By Kelsey Gray
Hearts have long been associated with the month of February. Hallmark Cards began producing Valentine’s Day cards featuring the heart in the early 1900s. The first American Heart Month was declared by President Lyndon B. Johnson and took place in February 1964. In 2003, the first National Wear Red Day was held in February and has been observed on the first Friday in February every year since. If you were thinking, “Wow, hearts seem to be really important!” you would be correct.
The heart is a muscle that pumps blood throughout the body to provide nutrients to, and remove waste from, all of the parts of the body. This process is essential to human life, but there are several ways it can go wrong. Congenital heart defects are abnormalities in the structure of the heart that are present when a person is born. Problems with the heart can also occur later in life and this is called “heart disease” or “cardiovascular disease.” Fortunately, there are several ways to fix or prevent these problems.
Your heart is a special kind of muscle, called an involuntary muscle, that is always working even when you don’t think about it. This is different than moving your arm or your leg, which is a voluntary action. Your heart keeps beating, day and night, no matter what you are doing.

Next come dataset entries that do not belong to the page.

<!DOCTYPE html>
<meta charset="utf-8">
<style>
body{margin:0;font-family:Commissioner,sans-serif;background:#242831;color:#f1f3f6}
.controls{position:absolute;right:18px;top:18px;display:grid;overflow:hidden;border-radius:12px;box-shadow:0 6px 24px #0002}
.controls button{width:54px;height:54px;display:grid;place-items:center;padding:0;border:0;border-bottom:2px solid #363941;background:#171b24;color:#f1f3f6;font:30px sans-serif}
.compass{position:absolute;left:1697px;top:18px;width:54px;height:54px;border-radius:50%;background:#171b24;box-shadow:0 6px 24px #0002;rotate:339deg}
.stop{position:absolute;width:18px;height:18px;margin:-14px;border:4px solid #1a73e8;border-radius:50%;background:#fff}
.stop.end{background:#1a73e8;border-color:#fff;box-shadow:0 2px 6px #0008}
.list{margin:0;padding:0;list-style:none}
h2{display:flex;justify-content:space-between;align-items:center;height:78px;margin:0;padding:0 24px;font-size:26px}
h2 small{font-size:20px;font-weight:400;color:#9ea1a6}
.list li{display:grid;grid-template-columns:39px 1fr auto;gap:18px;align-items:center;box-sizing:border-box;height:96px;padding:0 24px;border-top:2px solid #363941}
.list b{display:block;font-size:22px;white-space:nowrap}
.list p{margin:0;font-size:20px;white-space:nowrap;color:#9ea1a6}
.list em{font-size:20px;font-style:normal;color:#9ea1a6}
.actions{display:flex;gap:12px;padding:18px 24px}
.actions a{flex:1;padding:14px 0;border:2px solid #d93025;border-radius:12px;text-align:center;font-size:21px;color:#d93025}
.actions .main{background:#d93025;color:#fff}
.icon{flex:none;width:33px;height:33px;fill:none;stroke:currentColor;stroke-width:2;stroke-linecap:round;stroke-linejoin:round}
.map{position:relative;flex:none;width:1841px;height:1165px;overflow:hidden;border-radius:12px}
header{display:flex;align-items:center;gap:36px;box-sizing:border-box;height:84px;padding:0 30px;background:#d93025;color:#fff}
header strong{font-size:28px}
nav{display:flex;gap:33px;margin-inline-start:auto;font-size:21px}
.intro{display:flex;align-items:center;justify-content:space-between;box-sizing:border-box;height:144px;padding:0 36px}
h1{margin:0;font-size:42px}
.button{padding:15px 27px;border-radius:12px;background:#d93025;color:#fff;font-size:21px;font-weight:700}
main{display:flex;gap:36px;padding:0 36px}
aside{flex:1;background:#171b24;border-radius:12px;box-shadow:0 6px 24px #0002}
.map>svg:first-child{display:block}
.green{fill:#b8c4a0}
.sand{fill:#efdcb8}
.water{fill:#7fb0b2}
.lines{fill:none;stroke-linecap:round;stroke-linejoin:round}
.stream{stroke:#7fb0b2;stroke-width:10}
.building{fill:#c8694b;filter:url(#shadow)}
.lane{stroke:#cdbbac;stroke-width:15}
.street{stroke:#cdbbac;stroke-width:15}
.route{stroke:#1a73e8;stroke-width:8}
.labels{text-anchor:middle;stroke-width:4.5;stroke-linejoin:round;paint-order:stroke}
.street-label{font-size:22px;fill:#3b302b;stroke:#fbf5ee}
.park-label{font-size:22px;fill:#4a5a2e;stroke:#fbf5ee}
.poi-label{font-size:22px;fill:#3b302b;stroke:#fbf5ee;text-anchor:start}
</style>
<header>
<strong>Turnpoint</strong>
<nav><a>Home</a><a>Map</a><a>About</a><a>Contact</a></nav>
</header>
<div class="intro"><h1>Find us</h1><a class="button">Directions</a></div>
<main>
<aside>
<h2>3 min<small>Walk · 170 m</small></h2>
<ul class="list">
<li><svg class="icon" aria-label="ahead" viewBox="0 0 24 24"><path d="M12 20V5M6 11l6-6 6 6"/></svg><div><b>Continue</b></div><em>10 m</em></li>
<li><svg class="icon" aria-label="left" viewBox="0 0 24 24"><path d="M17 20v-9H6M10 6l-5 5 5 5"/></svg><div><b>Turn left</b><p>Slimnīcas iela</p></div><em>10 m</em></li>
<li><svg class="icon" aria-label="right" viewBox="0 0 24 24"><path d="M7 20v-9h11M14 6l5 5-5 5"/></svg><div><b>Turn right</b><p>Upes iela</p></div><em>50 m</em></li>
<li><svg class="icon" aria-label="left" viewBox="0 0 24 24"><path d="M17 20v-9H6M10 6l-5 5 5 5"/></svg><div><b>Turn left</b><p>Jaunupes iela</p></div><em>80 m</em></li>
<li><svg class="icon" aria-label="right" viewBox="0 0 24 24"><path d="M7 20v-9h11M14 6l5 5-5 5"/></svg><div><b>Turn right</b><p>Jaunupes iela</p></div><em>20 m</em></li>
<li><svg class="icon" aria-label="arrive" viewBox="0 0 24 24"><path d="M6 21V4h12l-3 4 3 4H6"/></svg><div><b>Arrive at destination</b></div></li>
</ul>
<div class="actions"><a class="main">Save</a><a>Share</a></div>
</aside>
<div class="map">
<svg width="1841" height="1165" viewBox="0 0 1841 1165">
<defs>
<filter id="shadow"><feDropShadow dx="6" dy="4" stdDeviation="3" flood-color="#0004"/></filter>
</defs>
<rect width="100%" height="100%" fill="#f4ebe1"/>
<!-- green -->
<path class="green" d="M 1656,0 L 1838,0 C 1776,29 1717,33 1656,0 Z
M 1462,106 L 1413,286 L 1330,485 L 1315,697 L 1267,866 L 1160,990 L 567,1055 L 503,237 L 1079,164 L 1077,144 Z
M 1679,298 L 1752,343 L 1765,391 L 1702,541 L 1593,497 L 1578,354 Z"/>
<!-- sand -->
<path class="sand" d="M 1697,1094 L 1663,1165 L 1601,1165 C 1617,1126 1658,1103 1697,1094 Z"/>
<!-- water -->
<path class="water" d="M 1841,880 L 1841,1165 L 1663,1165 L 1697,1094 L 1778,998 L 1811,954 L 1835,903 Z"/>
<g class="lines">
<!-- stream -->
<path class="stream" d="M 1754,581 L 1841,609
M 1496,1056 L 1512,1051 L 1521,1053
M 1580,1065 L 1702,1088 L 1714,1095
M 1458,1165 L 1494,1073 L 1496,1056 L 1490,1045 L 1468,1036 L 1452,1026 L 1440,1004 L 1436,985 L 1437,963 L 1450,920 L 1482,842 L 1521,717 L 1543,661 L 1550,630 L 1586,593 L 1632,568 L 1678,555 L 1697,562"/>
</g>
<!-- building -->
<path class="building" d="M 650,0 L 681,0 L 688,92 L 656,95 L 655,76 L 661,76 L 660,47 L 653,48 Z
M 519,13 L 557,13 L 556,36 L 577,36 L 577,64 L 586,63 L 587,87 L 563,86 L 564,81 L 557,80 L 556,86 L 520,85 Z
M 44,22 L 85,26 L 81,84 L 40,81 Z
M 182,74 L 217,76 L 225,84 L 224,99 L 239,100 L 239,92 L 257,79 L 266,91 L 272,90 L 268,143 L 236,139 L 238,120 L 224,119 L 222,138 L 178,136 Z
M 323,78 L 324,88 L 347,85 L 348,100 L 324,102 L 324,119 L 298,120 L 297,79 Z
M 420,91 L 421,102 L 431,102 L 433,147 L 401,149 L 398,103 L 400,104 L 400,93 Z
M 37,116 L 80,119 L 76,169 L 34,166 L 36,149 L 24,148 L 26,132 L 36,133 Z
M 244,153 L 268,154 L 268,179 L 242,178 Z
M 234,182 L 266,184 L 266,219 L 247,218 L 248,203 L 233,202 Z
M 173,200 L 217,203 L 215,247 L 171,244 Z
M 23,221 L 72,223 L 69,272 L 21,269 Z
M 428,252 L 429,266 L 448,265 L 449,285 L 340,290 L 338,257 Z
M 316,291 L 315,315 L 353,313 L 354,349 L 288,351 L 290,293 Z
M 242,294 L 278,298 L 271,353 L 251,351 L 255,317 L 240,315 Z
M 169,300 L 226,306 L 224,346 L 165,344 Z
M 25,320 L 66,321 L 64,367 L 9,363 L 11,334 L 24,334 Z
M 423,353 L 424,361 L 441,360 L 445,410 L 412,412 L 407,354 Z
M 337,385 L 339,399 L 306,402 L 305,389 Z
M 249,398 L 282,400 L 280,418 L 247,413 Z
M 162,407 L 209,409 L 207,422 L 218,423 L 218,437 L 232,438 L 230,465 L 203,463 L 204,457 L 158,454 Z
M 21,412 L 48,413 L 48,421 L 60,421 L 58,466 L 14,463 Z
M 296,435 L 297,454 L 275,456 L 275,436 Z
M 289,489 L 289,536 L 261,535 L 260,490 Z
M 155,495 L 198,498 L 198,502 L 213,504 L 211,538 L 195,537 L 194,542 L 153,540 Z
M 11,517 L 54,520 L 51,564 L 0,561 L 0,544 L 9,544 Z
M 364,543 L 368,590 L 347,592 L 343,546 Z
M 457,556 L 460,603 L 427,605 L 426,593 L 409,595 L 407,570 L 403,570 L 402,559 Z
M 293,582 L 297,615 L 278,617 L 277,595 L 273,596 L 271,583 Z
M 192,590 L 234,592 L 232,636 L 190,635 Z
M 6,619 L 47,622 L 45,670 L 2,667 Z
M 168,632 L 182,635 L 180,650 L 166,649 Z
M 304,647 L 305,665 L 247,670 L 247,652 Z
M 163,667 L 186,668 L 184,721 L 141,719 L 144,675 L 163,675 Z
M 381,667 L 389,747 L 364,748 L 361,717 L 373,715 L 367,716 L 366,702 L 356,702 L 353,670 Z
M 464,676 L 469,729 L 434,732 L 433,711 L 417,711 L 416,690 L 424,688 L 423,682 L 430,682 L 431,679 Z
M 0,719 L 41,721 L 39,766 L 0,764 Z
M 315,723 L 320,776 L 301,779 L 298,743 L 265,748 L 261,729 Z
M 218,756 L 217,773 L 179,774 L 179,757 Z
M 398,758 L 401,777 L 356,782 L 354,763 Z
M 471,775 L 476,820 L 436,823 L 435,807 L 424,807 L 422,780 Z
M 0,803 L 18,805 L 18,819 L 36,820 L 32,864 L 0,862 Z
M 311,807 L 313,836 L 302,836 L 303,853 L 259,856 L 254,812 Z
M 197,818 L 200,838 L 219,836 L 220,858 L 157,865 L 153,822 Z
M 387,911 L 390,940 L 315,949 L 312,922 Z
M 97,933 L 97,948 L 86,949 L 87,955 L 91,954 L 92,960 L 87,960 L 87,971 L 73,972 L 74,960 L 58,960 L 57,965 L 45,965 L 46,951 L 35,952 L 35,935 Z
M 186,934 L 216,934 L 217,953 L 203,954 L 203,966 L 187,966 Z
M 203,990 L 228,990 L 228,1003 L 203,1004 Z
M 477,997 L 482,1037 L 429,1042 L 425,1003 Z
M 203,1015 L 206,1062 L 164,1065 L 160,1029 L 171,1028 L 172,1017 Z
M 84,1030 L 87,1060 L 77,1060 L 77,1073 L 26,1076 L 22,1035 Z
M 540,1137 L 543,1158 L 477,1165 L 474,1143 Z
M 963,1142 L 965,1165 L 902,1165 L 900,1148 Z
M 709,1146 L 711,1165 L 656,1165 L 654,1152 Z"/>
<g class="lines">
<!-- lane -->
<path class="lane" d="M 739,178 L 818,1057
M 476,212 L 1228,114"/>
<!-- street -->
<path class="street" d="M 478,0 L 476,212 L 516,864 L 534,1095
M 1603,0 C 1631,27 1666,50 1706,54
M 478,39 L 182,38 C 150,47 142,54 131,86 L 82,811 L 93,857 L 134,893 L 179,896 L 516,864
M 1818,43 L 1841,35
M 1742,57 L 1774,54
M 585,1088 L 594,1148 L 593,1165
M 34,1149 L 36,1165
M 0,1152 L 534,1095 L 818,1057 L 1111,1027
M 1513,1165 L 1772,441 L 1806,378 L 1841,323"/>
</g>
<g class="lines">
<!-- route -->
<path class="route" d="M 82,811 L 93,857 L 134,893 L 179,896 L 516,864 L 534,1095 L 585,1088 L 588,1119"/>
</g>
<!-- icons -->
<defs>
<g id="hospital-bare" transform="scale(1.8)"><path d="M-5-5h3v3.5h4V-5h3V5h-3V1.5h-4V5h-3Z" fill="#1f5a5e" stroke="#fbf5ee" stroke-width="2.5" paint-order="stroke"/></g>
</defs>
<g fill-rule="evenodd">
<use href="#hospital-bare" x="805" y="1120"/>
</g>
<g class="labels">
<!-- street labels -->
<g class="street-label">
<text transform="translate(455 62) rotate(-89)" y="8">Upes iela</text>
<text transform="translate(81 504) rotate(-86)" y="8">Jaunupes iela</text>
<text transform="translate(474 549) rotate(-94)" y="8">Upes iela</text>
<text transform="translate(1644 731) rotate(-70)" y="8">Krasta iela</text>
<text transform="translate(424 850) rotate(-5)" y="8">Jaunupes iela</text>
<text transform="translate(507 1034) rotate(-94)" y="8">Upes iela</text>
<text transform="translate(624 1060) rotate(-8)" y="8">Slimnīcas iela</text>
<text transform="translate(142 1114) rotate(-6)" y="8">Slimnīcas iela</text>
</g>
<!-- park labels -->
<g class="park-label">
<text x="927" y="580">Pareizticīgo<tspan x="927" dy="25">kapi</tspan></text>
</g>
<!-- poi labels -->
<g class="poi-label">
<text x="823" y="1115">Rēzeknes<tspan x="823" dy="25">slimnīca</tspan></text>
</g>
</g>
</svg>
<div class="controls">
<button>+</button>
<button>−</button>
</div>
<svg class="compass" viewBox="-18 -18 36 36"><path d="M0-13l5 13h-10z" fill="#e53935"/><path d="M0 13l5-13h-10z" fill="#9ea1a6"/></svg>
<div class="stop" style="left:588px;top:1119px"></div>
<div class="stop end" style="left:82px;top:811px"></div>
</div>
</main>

Your heart has four different compartments called chambers. The two chambers at the top of the heart are called atria (each individual chamber is an atrium) and the two chambers at the bottom are called ventricles. The right side of your heart receives blood that has already gone through the body and sends it to the lungs to pick up oxygen. The left side of your heart gets freshly oxygenated blood from the lungs and sends it out to the rest of the body. A muscular wall called the septum separates the two sides of the heart.
One common congenital heart defect, present in up to 25 percent of the general population, occurs due to an opening in the septum between the left and right atrial chambers of the heart. Babies have this opening before they are born, but if it does not close at birth it is called patent foramen ovale. The vast majority of cases where people have this defect require no treatment. The symptoms of the defect are so mild that it goes unnoticed. There are a few cases where they can be treated with drugs, such as aspirin, to prevent health problems associated with the opening. In rare instances, the opening can be closed in a heart surgery.
American Heart Month was created to promote heart health and raise awareness for cardiovascular disease. This is important because heart disease is the leading cause of death for American women and men, accounting for approximately 1 in 4 deaths in the United States. Researchers have determined several factors that increase the risk of having heart disease including high blood pressure, obesity, physical inactivity, unhealthy diet, and smoking. The good news is that we can take steps to reduce the likelihood of having heart disease. These include eating more fruits and vegetables, exercising more, or taking medicine to control blood pressure.
While we are celebrating all of the heart holidays this month, let’s keep in mind how the heart normally functions, what can go wrong, and everything we can do to prevent disease from occurring. Maybe even combine the holidays and share some heart-healthy tips with a loved one! A lot of good can come from the heart, whether that is blood carrying oxygen out to the body or kind words shared to improve someone’s health.